Днём врач и учёный отсыпались, хотя и недолго – три или четыре часа. В город они, само собой, не вернулись. Приют им дала хижина – возможно, дом охотника или лесника, которого ихэтуани выгнали за действительные или мнимые симпатии к европейцам. Версия о насильственном выселении косвенно подтверждалась тем, что еды в доме не было. К счастью, у Ксаверия в суме был запасён хлеб, ячменные лепёшки и вяленое мясо, а также карты Китая и писчие принадлежности, на которые Павел Иосифович посмотрел с не меньшей отрадой, чем на еду. Записать по горячим (какой каламбур) следам случившееся было очень ценной возможностью.
Но оставаться на одном месте было чревато опасностью. Доктор поймал себя на мысли о том, что ихэтуани со своими странными способностями могут вычислить их местоположение на расстоянии. Гипотеза была откинута как ненаучная, но грызущее где-то в глубине души (доктор сомневался, что она существует) чувство страха осталось. Поговорив, решили, что нужно выйти на открытую местность и попытаться понять, кончился ли бунт.
Павел Иосифович и Хенг Чжоу не особенно целенаправленно шли по лесу, пока не услышали конское ржание, а затем – звуки падения и крики. Они бросились на шум, у самой дороги замедлив шаг и пригнувшись, дабы оглядеться, не враг ли там. К счастью, дорога была довольно узкой, аршина четыре. На большом тракте была опасность встретить бунтарей или предавшие европейцев войска королевы. Вырвавшийся из упряжи конь к моменту их прибытия скрылся вдалеке. Двухколёсная лёгкая повозка парадного вида, в которой уместились бы двое, а также поклажа, валялась в пыли на обочине.
Неудачливый возница появился не так быстро, дабы опередить вопрос Ксаверия «где водитель?», однако быстрее, чем беглецы успели исследовать повозку. Это был человек не с самым приветливым и здоровым выражением лица, однако хотя бы славянин, что доктор понял с первого взгляда. Мужчине было лет двадцать пять, соломенные волосы находились в беспорядке, щетина выдавала несколько дней без бритья. У ремня путника обнаружилась шашка казачьего образца. Одежда на нём была местного покроя, самая малопримечательная, чёрного и землистого цветов. Возможно, в такой приличные китайцы ходили только дома. Человек с клинком наготове и в странном излишней практичностью наряде вызывал подозрение – не разбойник ли он?

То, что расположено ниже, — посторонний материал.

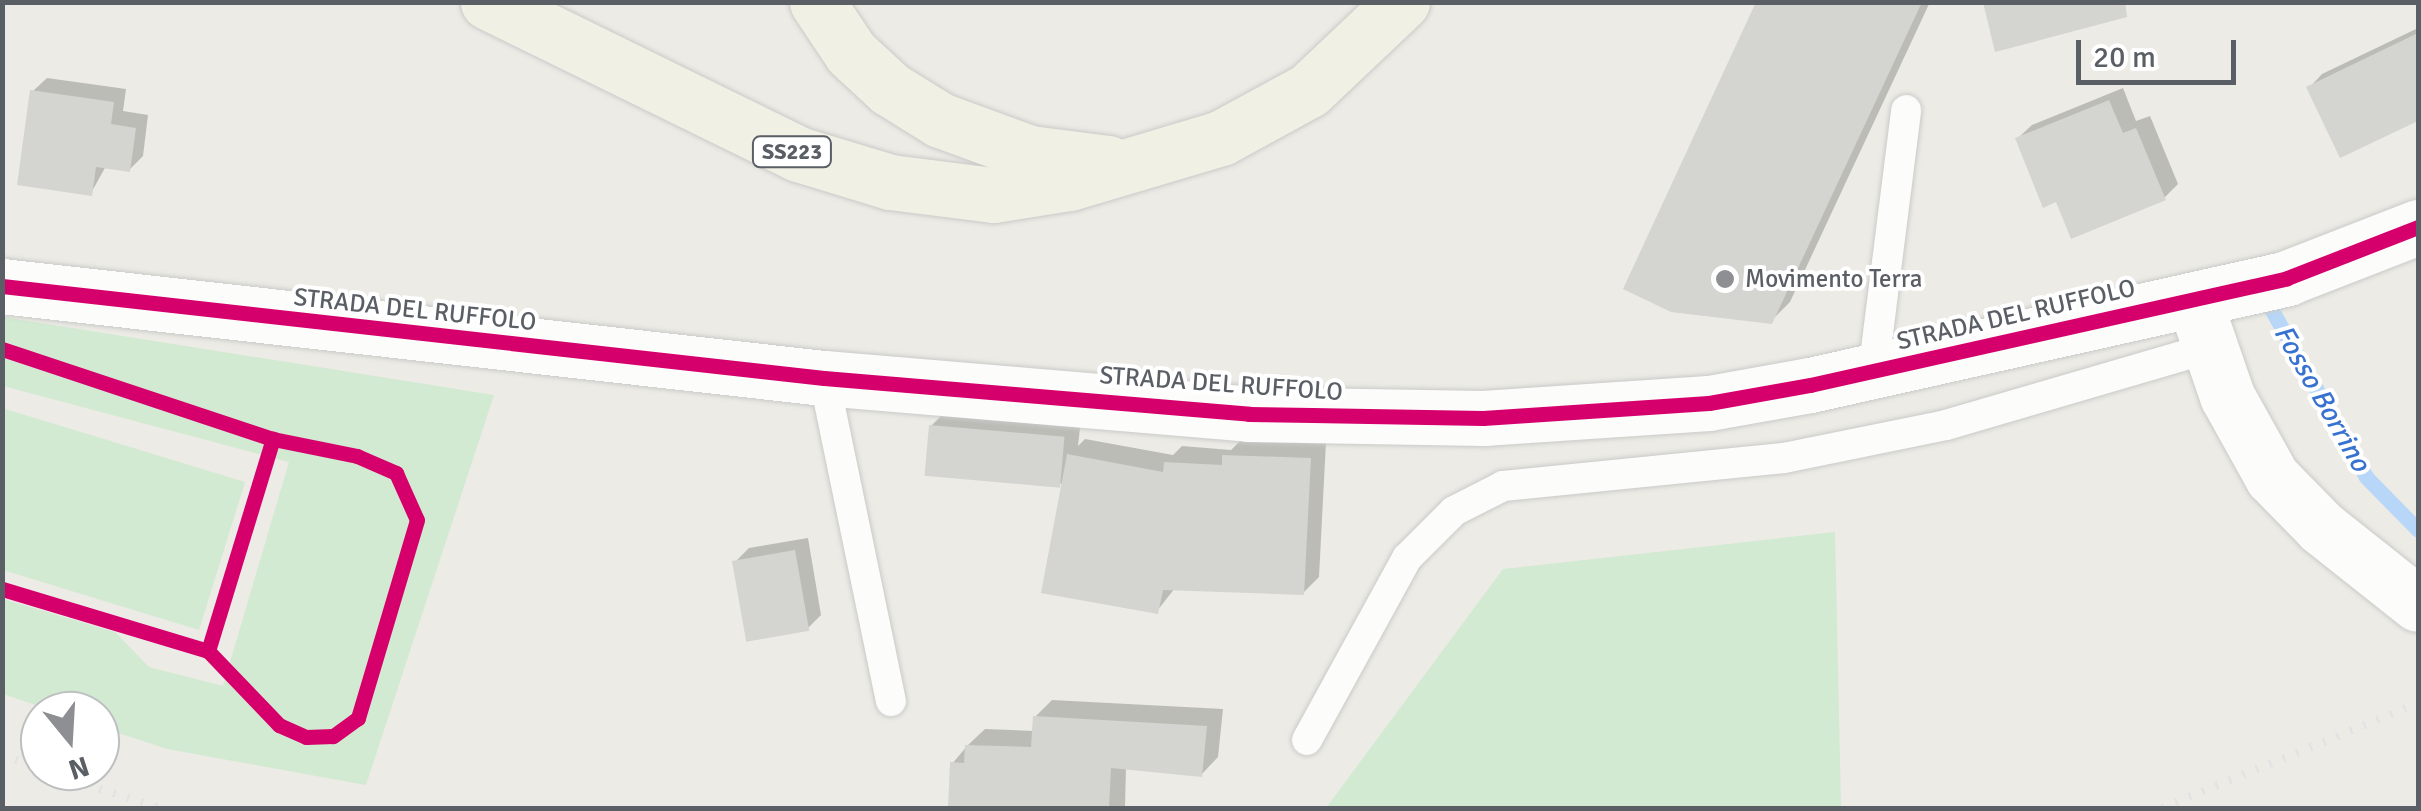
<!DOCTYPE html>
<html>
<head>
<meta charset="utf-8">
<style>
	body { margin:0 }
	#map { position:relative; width:2421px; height:811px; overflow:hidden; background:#ecebe5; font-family:Signika,sans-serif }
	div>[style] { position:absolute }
	.green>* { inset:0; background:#d2ead1 }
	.shadow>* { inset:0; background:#0003 }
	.stream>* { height:15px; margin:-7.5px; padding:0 7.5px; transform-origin:7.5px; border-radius:7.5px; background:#b8d6f7 }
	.building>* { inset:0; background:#d4d4d0; transform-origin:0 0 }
	.roads { filter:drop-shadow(0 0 2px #c9cac9) drop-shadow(0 0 2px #c9cac9) }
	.service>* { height:30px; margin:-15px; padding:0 15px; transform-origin:15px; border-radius:15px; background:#fcfcfb }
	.minor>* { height:55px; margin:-27.5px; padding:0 27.5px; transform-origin:27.5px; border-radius:27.5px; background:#fcfcfb }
	.tertiary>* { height:55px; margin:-27.5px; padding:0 27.5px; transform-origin:27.5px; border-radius:27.5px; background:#fcfcfb }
	.trunk>* { height:55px; margin:-27.5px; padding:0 27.5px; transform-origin:27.5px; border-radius:27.5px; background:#f1f0e4 }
	.rail>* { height:8px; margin-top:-4px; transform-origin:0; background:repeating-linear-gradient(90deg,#e4e3e3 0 2.5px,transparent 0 14.5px) }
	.cycleway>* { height:15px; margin:-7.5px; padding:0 7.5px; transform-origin:7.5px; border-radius:7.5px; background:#d6006c }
	.dots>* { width:28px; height:28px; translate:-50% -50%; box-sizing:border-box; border:5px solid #fff; border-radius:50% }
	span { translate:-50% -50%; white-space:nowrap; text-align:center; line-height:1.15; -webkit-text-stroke:8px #fff; paint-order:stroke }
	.shield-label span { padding:2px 8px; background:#fff; border:2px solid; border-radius:8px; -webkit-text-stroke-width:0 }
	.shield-label { font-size:22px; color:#5a5e65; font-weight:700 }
	.poi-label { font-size:25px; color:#5a5e65 }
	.left { translate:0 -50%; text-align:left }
	.street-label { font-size:25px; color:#5a5e65 }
	.water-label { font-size:28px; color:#3872d0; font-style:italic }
	.frame { position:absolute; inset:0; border:5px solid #5a5e65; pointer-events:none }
	.north { position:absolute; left:20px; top:691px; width:100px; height:100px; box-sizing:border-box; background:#fff; border:2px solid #bdbfc1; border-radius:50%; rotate:162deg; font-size:28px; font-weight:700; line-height:40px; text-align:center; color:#5a5e65 }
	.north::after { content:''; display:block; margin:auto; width:35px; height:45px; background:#8d8f92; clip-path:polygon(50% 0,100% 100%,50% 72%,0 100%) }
	.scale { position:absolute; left:2076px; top:40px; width:160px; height:45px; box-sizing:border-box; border:5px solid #5a5e65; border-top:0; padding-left:12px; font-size:30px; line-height:35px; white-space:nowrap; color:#5a5e65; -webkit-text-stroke:8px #fff; paint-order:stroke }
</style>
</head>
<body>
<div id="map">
	<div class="green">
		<div style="clip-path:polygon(3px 317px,494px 395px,366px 785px,167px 749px,100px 727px,100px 711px,53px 711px,3px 694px,3px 599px,115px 632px,149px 667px,223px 686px,289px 462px,3px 386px)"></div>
		<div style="clip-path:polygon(2px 408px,245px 482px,199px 630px,3px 570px)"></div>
		<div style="clip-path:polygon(1835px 532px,1841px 808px,1326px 808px,1503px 569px)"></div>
	</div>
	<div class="shadow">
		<div style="clip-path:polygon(1759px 2px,1930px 2px,1790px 302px,1771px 321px)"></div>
		<div style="clip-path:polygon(2418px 28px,2418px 118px,2341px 155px,2309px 88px,2322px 74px)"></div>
		<div style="clip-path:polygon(47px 78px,126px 89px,123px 111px,148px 115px,143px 156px,129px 170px,106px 166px,91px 193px,33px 91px)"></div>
		<div style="clip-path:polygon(2123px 88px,2136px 121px,2150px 116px,2178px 184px,2165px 197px,2057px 199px,2018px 138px,2032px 125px)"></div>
		<div style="clip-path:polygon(948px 409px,1081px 419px,1078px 446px,1085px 439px,1173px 455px,1182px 446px,1231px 450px,1241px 440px,1326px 442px,1319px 577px,1303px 593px,1175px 588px,1157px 611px,1064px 484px,927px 474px,931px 426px)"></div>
		<div style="clip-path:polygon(808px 538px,821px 615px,807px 629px,735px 562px,749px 548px)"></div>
		<div style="clip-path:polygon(1052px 700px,1223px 709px,1218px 757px,1201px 775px,1126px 767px,1125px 808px,950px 808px,952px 764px,967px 746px,985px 729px,1034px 731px,1035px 717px)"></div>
	</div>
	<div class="stream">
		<div style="left:2270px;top:307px;width:195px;rotate:60.5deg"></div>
		<div style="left:2366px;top:477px;width:74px;rotate:45.5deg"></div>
	</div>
	<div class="building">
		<div style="clip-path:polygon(1756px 2px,1922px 2px,1772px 324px,1671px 312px,1623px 289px)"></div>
		<div style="clip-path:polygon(1983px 2px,2125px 2px,2127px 17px,1995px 52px)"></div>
		<div style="clip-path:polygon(2418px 33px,2418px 121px,2340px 158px,2306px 87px)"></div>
		<div style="clip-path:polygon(30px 90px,114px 102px,111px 124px,136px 128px,130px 172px,96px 167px,92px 196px,17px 185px)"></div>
		<div style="clip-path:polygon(2109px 100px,2123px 133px,2136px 128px,2166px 200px,2071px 239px,2056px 202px,2043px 208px,2015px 138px)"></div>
		<div style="left:929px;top:425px;width:136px;height:51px;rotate:5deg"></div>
		<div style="clip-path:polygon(1067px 454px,1163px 472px,1164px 462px,1222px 465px,1222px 455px,1311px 458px,1304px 595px,1163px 590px,1158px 614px,1041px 593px)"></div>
		<div style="left:795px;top:550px;width:82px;height:64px;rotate:80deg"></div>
		<div style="clip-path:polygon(1033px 716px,1207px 726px,1202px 777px,1111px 768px,1109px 808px,948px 808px,950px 762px,964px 763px,965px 745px,1031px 747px)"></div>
	</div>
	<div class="roads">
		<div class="service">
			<div style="left:1873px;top:373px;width:265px;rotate:-82.8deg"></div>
			<div style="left:824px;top:378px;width:330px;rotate:78.3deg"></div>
			<div style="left:1307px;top:740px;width:208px;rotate:-61.2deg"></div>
			<div style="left:1407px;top:558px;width:66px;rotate:-45deg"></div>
			<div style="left:1454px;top:511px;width:55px;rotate:-27deg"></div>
			<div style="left:1503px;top:486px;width:282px;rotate:-5.7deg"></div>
			<div style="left:1784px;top:458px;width:165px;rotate:-11.5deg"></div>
			<div style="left:1946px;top:425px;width:274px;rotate:-16.3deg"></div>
		</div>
		<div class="minor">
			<div style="left:2194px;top:300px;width:102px;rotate:71deg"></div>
			<div style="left:2227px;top:396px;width:93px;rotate:60.9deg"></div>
			<div style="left:2272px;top:477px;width:71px;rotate:45.6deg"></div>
			<div style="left:2322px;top:528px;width:122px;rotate:38.4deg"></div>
		</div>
		<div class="tertiary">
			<div style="left:2px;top:286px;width:827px;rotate:6.39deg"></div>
			<div style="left:824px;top:378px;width:427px;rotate:4.8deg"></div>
			<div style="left:1249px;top:414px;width:234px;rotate:1deg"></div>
			<div style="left:1483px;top:418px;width:226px;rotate:-3.8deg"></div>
			<div style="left:1709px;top:403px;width:103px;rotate:-10.1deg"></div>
			<div style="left:1810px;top:385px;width:489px;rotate:-12.6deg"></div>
			<div style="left:2287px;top:278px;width:141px;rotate:-21.3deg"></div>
		</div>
		<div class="trunk">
			<div style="left:488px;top:2px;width:345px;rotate:26.1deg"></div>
			<div style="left:798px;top:154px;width:96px;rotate:16.9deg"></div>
			<div style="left:890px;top:182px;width:104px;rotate:7.2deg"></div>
			<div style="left:993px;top:195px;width:78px;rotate:-8.9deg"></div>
			<div style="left:1070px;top:183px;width:158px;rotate:-16.6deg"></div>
			<div style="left:1221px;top:138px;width:100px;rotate:-28.6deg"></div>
			<div style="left:1309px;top:90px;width:128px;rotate:-43.4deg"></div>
			<div style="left:817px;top:2px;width:61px;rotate:56.3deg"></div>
			<div style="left:851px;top:53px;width:53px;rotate:42.7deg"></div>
			<div style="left:890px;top:89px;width:59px;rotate:31.8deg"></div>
			<div style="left:940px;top:120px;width:96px;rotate:20.1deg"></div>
			<div style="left:1030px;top:153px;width:79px;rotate:7.3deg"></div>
		</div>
	</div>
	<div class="rail">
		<div style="left:2px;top:754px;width:41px;rotate:21.5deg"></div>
		<div style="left:44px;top:771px;width:122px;rotate:17.7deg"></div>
		<div style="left:2162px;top:808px;width:277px;rotate:-22.3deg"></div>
	</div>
	<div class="cycleway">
		<div style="left:2px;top:286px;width:827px;rotate:6.39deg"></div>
		<div style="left:824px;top:378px;width:427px;rotate:4.8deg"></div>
		<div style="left:1249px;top:414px;width:234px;rotate:1deg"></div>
		<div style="left:1483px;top:418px;width:226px;rotate:-3.8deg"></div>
		<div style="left:1709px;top:403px;width:103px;rotate:-10.1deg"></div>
		<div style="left:1810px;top:385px;width:489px;rotate:-12.6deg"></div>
		<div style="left:2287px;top:278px;width:141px;rotate:-21.3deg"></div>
		<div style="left:2px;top:349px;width:286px;rotate:18.4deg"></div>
		<div style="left:273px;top:439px;width:86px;rotate:11.4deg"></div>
		<div style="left:357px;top:456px;width:43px;rotate:23.6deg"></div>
		<div style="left:396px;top:473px;width:51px;rotate:65.9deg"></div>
		<div style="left:417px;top:520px;width:207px;rotate:106.6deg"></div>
		<div style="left:358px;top:718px;width:31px;rotate:144deg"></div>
		<div style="left:333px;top:736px;width:27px;rotate:178deg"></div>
		<div style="left:306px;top:737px;width:30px;rotate:-156deg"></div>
		<div style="left:279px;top:725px;width:103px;rotate:-133.8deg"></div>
		<div style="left:208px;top:651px;width:215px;rotate:-163.2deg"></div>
		<div style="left:208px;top:651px;width:222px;rotate:-73deg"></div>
	</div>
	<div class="dots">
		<div style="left:1725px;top:279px;background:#8d8f92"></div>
	</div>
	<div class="shield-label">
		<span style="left:792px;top:152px">SS223</span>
	</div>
	<div class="poi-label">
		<span class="left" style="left:1745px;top:279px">Movimento Terra</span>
	</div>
	<div class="street-label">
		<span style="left:415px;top:310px;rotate:6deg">STRADA DEL RUFFOLO</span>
		<span style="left:2016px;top:315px;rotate:-13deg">STRADA DEL RUFFOLO</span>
		<span style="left:1221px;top:384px;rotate:4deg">STRADA DEL RUFFOLO</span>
	</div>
	<div class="water-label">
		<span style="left:2322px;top:398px;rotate:60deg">Fosso Borrino</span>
	</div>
	<div class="frame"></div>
	<div class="north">N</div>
	<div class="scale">20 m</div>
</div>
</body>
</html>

Взгляд парня был злобный, и Павел Иосифович через некоторое время понял, что ненависть сходится на фигуре Хенг Чжоу. Иногда незнакомец поглядывал и на самого доктора, но скорее не яростно, а с презрением.
Из ножен показалось серебристое лезвие.
От возможной расправы учёного китайца спас крик. Девичий. Все трое отвлеклись от прежних дел и мыслей, отыскивая его источник.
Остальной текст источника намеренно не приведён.